> _Instructions for the task_: Your answer should consist of the lines in the data below that contain "padding".

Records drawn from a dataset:
□ □ □ □
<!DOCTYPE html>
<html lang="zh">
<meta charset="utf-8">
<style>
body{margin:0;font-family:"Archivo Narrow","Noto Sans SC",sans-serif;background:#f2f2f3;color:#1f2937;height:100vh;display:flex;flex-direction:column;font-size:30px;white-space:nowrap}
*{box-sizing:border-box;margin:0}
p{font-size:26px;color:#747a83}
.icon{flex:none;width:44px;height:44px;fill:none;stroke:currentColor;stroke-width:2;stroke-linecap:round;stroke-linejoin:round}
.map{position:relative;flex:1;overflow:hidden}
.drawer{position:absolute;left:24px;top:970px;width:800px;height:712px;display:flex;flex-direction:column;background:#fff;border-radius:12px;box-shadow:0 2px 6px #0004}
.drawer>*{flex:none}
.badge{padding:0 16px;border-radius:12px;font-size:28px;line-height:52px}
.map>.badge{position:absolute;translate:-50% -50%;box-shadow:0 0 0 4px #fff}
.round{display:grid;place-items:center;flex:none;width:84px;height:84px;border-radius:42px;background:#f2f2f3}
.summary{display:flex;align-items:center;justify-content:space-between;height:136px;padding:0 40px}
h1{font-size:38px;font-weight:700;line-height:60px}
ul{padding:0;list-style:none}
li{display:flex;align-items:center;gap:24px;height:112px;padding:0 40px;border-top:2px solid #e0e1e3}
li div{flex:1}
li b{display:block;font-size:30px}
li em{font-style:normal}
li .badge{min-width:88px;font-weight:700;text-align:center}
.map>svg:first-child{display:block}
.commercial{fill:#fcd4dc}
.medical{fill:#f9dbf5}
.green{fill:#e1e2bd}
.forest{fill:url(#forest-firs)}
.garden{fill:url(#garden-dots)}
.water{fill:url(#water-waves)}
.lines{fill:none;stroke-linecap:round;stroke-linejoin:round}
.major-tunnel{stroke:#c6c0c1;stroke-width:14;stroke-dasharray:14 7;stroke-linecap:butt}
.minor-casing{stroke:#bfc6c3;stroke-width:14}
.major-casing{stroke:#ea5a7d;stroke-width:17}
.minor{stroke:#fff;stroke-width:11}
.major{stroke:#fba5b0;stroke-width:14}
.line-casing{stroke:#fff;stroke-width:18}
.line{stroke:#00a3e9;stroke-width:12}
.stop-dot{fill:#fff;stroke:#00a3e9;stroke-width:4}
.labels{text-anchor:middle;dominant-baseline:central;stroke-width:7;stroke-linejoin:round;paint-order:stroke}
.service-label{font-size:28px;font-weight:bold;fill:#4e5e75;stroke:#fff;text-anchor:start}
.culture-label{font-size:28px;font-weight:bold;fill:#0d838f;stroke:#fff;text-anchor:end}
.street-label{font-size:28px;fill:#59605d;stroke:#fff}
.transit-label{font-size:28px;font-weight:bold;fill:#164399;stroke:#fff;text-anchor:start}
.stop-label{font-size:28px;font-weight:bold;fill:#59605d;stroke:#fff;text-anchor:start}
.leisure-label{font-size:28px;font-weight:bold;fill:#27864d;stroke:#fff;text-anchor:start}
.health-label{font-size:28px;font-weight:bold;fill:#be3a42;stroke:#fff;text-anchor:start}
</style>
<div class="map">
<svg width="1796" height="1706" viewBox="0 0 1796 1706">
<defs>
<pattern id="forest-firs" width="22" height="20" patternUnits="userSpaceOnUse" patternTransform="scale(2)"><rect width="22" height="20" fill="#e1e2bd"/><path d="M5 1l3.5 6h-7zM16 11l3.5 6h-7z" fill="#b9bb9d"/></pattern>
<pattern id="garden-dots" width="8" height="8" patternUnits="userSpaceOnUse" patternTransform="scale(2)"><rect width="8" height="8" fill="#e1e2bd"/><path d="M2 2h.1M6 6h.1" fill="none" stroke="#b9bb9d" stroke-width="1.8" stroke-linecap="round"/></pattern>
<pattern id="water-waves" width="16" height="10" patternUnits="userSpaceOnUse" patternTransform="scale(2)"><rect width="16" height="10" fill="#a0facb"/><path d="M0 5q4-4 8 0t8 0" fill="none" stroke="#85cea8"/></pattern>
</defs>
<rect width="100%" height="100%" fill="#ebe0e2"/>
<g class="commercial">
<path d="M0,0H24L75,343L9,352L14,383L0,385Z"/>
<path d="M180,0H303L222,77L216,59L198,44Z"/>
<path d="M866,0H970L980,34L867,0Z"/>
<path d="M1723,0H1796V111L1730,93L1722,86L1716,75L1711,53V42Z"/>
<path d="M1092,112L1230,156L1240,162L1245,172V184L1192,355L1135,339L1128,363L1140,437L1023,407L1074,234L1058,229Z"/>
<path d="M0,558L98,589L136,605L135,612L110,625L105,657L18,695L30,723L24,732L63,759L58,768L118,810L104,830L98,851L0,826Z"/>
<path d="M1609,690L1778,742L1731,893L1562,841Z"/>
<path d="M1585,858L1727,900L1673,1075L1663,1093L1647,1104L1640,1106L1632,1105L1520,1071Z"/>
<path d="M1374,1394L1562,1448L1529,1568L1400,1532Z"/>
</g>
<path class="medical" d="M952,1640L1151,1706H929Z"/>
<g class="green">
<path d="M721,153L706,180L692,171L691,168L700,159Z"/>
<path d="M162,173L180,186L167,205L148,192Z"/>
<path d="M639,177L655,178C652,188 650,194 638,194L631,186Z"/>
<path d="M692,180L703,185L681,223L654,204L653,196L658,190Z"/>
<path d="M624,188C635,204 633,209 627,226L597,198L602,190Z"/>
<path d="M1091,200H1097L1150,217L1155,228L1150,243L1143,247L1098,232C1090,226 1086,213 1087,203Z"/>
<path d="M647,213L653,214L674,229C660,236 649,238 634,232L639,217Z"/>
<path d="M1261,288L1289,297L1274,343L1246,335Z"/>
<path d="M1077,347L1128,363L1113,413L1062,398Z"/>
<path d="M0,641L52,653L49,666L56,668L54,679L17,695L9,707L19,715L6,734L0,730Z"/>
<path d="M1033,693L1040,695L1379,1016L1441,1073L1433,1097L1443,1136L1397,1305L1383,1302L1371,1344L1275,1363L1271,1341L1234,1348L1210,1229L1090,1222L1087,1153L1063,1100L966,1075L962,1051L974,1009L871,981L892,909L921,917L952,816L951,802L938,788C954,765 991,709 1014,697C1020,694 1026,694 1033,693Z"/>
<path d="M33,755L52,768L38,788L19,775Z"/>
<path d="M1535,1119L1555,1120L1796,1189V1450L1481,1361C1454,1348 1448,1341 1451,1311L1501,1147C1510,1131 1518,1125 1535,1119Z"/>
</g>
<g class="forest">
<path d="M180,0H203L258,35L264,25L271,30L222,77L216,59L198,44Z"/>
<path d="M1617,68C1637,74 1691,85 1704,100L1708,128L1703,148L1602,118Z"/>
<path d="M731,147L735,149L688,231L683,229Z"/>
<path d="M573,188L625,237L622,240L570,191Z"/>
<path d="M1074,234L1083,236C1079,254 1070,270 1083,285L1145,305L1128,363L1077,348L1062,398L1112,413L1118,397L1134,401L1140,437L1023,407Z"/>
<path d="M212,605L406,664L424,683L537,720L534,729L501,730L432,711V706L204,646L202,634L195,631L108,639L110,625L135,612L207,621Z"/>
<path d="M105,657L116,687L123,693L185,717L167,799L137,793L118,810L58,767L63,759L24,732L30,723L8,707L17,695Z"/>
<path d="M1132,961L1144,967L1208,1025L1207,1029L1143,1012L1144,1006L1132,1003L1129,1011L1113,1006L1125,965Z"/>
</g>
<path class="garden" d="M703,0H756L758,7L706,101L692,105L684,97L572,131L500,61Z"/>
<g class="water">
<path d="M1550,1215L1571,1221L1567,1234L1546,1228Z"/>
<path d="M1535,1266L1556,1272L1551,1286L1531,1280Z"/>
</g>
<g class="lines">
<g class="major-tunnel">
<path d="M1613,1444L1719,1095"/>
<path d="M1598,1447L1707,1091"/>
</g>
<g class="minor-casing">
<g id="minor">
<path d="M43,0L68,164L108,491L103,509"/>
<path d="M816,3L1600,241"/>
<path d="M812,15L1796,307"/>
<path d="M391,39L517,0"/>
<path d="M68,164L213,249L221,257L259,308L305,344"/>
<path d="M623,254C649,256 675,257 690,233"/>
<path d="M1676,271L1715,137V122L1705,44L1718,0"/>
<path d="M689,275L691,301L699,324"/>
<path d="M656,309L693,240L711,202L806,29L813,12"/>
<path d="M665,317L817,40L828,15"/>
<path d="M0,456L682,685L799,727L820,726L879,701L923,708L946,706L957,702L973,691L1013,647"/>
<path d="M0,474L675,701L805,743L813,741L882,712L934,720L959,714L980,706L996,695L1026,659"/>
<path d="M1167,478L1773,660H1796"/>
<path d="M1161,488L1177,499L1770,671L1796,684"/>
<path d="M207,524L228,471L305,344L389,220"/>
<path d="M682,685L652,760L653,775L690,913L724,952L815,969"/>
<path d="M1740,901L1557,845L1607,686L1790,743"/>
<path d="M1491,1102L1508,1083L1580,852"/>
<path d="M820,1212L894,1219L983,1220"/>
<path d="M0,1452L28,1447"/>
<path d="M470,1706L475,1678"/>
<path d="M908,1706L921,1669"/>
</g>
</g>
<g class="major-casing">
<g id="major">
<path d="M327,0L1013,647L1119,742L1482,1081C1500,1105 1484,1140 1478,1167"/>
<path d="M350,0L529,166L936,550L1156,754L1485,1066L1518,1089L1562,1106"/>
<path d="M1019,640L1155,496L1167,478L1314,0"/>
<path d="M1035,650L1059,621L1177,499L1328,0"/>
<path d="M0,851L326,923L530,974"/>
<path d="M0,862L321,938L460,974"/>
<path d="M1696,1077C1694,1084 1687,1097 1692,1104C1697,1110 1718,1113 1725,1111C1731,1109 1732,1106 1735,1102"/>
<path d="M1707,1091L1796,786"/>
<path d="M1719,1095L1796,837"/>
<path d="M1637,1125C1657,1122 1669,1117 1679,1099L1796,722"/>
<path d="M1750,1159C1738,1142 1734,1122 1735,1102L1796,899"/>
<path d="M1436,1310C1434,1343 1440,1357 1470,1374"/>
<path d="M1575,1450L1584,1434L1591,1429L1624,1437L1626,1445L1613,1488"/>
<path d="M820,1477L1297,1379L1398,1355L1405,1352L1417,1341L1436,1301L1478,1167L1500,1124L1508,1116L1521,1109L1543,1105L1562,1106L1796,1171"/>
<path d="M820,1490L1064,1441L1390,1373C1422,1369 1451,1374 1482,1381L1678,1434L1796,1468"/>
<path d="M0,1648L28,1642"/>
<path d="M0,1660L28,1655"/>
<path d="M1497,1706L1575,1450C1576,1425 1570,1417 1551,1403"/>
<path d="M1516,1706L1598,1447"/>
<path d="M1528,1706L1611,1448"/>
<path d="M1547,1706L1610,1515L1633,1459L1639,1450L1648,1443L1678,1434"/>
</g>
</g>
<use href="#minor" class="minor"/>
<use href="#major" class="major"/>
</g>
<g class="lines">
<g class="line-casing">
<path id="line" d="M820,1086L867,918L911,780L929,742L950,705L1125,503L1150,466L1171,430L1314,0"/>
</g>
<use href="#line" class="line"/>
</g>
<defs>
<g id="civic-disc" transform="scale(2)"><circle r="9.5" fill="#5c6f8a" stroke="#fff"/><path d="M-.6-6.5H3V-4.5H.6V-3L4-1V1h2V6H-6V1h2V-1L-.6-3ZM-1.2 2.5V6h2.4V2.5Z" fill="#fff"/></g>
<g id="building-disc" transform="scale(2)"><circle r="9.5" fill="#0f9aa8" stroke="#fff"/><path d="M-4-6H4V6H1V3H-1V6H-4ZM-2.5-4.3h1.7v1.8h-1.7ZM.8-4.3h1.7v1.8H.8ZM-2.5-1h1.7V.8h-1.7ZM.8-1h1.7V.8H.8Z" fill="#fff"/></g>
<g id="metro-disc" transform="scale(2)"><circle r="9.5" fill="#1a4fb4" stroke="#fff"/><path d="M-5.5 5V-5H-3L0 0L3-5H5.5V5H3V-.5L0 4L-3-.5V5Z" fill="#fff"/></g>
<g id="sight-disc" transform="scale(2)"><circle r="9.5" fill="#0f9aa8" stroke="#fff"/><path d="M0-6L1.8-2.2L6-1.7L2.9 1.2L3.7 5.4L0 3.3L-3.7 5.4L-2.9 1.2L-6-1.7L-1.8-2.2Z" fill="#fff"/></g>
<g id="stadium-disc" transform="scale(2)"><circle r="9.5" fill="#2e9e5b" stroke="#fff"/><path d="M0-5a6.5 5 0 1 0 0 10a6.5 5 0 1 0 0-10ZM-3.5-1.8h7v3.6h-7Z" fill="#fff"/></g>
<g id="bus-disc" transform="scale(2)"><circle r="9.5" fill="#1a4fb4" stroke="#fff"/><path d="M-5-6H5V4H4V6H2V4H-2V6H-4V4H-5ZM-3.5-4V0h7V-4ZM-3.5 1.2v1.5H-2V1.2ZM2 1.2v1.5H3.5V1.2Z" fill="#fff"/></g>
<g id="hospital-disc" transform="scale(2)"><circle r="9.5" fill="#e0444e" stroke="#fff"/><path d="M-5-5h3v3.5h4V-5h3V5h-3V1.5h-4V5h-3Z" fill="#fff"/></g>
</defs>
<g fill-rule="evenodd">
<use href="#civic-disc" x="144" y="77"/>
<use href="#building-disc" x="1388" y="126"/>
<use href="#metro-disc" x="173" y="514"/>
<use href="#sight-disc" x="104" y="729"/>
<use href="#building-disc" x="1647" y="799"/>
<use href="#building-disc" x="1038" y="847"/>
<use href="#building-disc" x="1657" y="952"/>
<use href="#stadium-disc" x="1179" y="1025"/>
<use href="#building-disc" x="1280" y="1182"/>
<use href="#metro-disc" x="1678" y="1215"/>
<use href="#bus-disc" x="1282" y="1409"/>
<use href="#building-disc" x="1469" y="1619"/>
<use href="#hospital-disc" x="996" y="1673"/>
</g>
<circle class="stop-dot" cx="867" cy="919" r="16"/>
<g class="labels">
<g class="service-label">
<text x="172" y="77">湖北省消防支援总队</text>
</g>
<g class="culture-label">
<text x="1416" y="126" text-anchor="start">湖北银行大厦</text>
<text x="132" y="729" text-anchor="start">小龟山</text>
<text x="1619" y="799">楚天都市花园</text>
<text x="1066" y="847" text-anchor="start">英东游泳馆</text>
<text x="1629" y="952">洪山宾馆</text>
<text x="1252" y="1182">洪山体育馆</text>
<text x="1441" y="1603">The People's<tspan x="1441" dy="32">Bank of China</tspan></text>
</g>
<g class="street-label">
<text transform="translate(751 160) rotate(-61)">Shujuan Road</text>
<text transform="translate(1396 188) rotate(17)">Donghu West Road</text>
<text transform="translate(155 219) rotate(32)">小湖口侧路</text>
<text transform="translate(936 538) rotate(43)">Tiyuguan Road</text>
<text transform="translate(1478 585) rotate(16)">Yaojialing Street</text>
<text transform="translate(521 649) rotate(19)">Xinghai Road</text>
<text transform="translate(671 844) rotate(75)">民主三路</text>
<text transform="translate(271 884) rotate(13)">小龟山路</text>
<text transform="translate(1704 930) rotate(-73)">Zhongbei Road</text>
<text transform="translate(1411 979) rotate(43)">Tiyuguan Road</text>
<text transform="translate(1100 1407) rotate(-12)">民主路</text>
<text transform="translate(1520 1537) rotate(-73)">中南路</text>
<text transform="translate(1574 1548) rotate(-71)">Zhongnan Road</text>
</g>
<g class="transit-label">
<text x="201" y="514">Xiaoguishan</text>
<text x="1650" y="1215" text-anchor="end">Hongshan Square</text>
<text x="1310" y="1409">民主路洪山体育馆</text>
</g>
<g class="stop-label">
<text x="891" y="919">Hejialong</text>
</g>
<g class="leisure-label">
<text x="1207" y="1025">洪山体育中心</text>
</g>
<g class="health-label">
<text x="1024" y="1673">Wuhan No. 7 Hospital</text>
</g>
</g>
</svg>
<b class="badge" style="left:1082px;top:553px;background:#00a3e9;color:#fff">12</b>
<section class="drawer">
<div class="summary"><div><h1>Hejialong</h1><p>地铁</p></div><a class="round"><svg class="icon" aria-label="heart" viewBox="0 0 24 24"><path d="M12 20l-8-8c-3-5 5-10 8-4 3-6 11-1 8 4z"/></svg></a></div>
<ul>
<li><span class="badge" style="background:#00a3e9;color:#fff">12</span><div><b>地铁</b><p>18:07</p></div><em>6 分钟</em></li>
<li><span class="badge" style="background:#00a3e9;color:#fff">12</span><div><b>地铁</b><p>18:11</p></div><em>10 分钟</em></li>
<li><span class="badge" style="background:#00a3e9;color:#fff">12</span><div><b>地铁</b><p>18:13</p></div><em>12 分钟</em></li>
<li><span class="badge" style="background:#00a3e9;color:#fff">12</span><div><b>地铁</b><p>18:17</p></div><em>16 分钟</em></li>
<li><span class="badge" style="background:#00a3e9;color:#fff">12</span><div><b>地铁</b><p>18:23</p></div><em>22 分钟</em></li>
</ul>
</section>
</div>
□ □ □ □
> _Answer to this problem_:
.badge{padding:0 16px;border-radius:12px;font-size:28px;line-height:52px}
.summary{display:flex;align-items:center;justify-content:space-between;height:136px;padding:0 40px}
ul{padding:0;list-style:none}
li{display:flex;align-items:center;gap:24px;height:112px;padding:0 40px;border-top:2px solid #e0e1e3}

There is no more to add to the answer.